To meet their sanctions requirements, Societe Generale had been using multiple list providers and regulatory websites to source up-to-date regulatory lists. This process was time consuming and difficult to automate.
Efficiently complying with the multitude of complex sanctions requirements is among the biggest challenges facing banks today. On the one hand, sanctions violations have led to institutions suffering reputational damage and hefty fines. On the other, inefficient screening processes cost firms huge sums every day they are in operation.

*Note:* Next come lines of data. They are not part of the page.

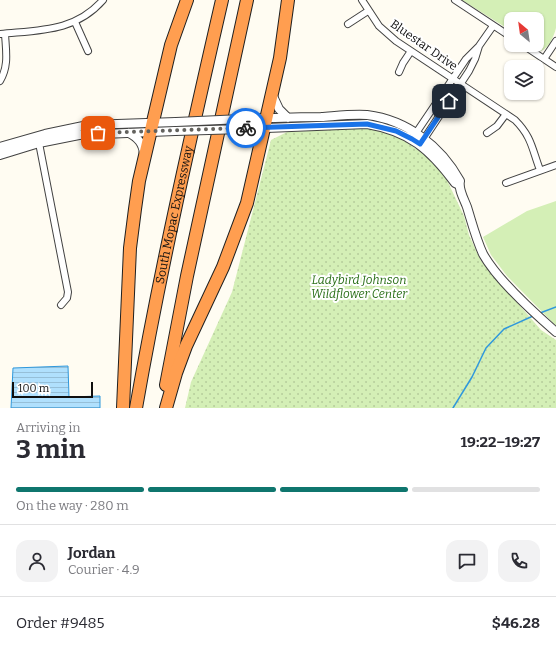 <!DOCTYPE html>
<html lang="en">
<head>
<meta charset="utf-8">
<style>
  body { margin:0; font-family:Bitter,serif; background:#f2f2f3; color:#2b2b33; height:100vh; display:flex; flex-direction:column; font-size:15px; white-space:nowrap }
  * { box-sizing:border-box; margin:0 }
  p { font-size:13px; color:#7c7c81 }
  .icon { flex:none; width:22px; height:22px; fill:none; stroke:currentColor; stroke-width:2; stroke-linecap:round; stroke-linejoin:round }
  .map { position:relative; height:408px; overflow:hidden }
  .sheet { display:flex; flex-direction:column; background:#fff; flex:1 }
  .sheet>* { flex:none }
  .needle { width:26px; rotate:331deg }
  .fabs { position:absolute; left:504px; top:12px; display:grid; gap:8px }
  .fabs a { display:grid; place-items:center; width:40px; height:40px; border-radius:8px; background:#fff; box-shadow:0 1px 3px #0004; font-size:20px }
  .scale { position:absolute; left:12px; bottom:10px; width:81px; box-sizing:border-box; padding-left:4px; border:2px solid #0f0f0f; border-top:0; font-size:11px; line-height:14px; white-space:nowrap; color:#0f0f0f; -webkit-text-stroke:3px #fff; paint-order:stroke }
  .pin { position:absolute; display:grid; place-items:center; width:34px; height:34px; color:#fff; margin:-17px; border-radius:8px; box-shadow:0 2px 6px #0006 }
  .courier { position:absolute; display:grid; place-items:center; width:40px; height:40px; margin:-20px; border:3px solid #1a73e8; border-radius:50%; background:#fff; color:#222; box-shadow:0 1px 5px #0007 }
  .head em { font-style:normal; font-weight:700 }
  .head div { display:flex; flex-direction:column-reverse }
  .head { display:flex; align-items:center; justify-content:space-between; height:68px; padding:0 16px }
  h1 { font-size:26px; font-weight:700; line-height:30px }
  .bar { display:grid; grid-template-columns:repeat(4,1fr); gap:6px 4px; align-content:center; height:48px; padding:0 16px }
  .bar i { height:5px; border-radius:3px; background:#e1e1e2 }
  .bar .on { background:#0f766e }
  .bar p { grid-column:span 4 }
  .line { display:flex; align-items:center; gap:10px; padding:0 16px; border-top:1px solid #e1e1e2 }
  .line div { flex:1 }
  .round { display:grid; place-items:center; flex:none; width:42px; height:42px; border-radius:12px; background:#f2f2f3 }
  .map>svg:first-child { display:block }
  .grass { fill:#d4efb6 }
  .garden { fill:url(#garden-dots) }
  .water { fill:url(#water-rules); stroke:#2f98dc }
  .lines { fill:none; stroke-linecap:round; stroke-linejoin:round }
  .stream { stroke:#2f98dc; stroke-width:1.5 }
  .minor-casing { stroke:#424242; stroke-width:8 }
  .tertiary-casing { stroke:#424242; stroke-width:10 }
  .motorway-casing { stroke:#202020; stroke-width:14 }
  .minor { stroke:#fff; stroke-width:6 }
  .tertiary { stroke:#fff; stroke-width:8 }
  .motorway { stroke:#ff9e50; stroke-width:12 }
  .tertiary-bridge-casing { stroke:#424242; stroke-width:10; stroke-linecap:butt }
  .tertiary-bridge { stroke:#fff; stroke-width:8 }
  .done { stroke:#63625e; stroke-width:4; stroke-dasharray:0 7.2 }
  .route { stroke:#1a73e8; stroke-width:5 }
  .labels { text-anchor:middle; stroke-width:4; stroke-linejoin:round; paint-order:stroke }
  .street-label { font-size:12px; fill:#0f0f0f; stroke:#fff }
  .park-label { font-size:12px; font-style:italic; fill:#2a6f18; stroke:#fff }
</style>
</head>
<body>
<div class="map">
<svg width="556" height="408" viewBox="0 0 556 408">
  <defs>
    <pattern id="garden-dots" width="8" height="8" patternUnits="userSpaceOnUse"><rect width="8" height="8" fill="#d4efb6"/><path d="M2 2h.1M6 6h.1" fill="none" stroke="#b5cc9b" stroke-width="1.8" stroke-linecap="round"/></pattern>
    <pattern id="water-rules" width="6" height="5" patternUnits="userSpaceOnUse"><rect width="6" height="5" fill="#b0e0fd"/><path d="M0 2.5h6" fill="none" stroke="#96bfd8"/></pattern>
  </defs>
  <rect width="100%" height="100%" fill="#fffcf2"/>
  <path class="grass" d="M462,0H556V28C554,36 549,48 541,51L532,45H537V19H511V31Z
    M556,201V326L507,276L491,255L483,237L527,211Z"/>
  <path class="garden" d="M372,128L404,140L426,156L445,176L464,216L469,235L481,261L541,330L556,340V408H185L191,382L232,292L271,140L287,132Z"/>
  <path class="water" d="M68,366L69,397L100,396V408H11L13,368Z"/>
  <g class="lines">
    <path class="stream" d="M540,313L556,307
      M453,408L472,377L486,348L504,329L533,316"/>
    <g class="minor-casing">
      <path id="minor" d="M362,0L379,26L396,41L515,120C532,137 532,149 540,170
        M455,0L511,37
        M75,22L88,51
        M348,24L368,11
        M0,34C39,30 75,32 103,0
        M523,45L556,67
        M544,59L556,41
        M399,72L403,63L411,51
        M0,81C9,66 6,51 5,34
        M487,133L497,126L506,114
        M414,136L466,59L479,46L493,26
        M422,142L469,71L475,59L479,46
        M39,143L68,292L67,298L61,305
        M506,183L556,165"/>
    </g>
    <g class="tertiary-casing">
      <path id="tertiary" d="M272,94L279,109L288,118
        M242,119C269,118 295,117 321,117C336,116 352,114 367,115C407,120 441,146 460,181C458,189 464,199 467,207C472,223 476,239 483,254C497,279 534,313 556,332
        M243,129L367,124C409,131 430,149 455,183L459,185
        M129,133C138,138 143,143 144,154
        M0,147L45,134L88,125L176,122
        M0,155L39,143L79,135L175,131"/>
    </g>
    <g class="motorway-casing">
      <g id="motorway">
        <path d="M166,385L187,276L247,0"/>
        <path d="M123,408L130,248L135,209L139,181L171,45L187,0"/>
        <path id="s1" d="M136,408C160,271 191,135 222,0"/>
        <path d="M166,408L176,373L186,346L223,267L247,203L280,58L288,0"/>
      </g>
    </g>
    <use href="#minor" class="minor"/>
    <use href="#tertiary" class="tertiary"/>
    <use href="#motorway" class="motorway"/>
    <g class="tertiary-bridge-casing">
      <path id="tertiary-bridge" d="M176,122L242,119
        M175,131L243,129"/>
    </g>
    <use href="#tertiary-bridge" class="tertiary-bridge"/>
  </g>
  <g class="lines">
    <path class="done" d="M98,133L246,128"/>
    <path class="route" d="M246,128L367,124L396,131L412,139L420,144L449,101"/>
  </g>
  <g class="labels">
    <g class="street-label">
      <text transform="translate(424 45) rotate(35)" y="4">Bluestar Drive</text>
      <text dy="4" stroke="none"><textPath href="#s1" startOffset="197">South Mopac Expressway</textPath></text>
    </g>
    <g class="park-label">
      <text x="359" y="284">Ladybird Johnson<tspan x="359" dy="14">Wildflower Center</tspan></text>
    </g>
  </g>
</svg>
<div class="fabs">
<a><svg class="needle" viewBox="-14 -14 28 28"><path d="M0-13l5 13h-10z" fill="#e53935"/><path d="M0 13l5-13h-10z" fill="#7c7c81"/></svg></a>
<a><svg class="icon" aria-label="layers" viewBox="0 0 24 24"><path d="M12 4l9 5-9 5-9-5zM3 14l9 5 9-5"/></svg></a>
</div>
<div class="scale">100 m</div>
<div class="pin" style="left:98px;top:133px;background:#ea580c"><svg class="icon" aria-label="bag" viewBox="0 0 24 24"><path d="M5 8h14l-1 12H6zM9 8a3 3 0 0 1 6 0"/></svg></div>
<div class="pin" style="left:449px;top:101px;background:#1f2937"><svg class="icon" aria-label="home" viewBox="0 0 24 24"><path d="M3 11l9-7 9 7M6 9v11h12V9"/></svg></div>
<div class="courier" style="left:246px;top:128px"><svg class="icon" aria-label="bike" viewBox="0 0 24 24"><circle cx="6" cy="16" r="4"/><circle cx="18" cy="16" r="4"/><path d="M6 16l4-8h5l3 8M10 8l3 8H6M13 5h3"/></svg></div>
</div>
<section class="sheet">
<div class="head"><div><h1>3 min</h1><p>Arriving in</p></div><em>19:22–19:27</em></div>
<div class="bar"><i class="on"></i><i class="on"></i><i class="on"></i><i></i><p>On the way · 280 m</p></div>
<div class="line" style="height:72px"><a class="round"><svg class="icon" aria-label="person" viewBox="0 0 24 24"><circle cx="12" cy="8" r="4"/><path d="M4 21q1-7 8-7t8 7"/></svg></a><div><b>Jordan</b><p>Courier · 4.9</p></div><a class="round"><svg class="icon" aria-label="chat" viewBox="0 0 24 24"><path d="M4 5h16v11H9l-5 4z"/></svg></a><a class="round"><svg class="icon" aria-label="phone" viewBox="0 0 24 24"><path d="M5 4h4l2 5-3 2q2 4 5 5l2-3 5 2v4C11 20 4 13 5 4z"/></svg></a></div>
<div class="line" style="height:52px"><div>Order #9485</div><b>$46.28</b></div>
</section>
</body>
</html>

As ever, data is king. Efficient sanctions screening and compliance heavily relies on using accurate, up-to-date sanctions list data. This was the conundrum that Societe Generale recently faced - a bank with a huge global transaction business, screening and processing numerous transactions every day, across multiple jurisdictions around the world.
“We were looking to simultaneously have a single, trusted provider to automate the list management process and increase screening efficiencies, whilst maintaining a consistent risk appetite," said Ronan Gogé, global head of Sanctions Screening at Societe Generale. "We knew that sourcing the right sanctions data would influence whether or not we could do this. It was a massive decision for us,”.
A number of routes were open to the bank. A seemingly natural choice would have been to source the data from where it originates: the regulators.
Yet downloading lists from regulatory websites is an unwieldy task, involving accessing multiple sources in various formats. This makes slow, manual entry inevitable. And given that sanctions lists are often updated on a daily basis, any input delays can lead to significant operational risk.
“We would have had to build a dedicated team to input and manage the data manually," said Gogé. "Given our transactions span the world, this would have been a substantial overhead. It was a nonstarter. Ultimately the objective was to have a single vendor for list and for that vendor to be close to what is published by the regulators.”
The benefit of using third-parties is that they are a ‘one-stop shop’ to manage the data and deliver a complete sanctions list file each day, providing consistency and convenience, as well as offering support.
But finding the right sanctions list is the challenge. Firms need to fully assess the differences between the provider lists available and understand the possible pitfalls.
“Once we had drawn up the shortlist, we assessed each provider against a range of criteria," Gogé commented. "Was the company a good fit for our risk appetite? Did their data formatting meet our needs? Are the lists edited before we get the file?”
Third-parties often enrich sanctions lists with missing data - such as BICs, AKAs, and addresses, for example - aimed at supporting the screening process. But enrichment is a double-edged sword. While it can add useful information to a file, many false positives are the result of vendors adding entities and aliases to lists, or failing to remove previously deleted entities. Dealing with high false positive rates is a major ongoing challenge for firms and high quality sanctions data is crucial to contain this costly burden.
After weighing in on all the options available, Societe Generale decided to go with SWIFT and deploy its Sanctions List Distribution solution. “SWIFT provided 100% transparency on the lists they provide," noted Gogé. "We got what we wanted: clear, unaltered sanctions lists, as close to the regulators published lists as possible,” says.
The bank wanted a provider that could help bring efficiencies and cost reductions to their compliance business. “As a community cooperative, we know SWIFT will keep abreast of changing regulatory requirements and provide flexible data sets that are fully adapted to our risk appetite and system capabilities,” said Gogé. “It has accelerated and automated our list management process with a high level of confidence in the data from SWIFT - as they reflect exactly what is published by regulators. This enabled us to redeploy screening operatives into true investigation roles related to sanctions.”
As well as providing a single source of sanctions list data, which is constantly updated in line with changing global sanctions, the data is structured to help Societe Generale drive greater automation into the process and reduce manual operations and time.
“Ultimately it comes down to trust," Gogé concluded. "We know we can rely on SWIFT to deliver public sanctions lists’ standardised data format, updated on a daily basis without fail. This collaboration enables us to mitigate operational risk, increase efficiency, and reduce costs.”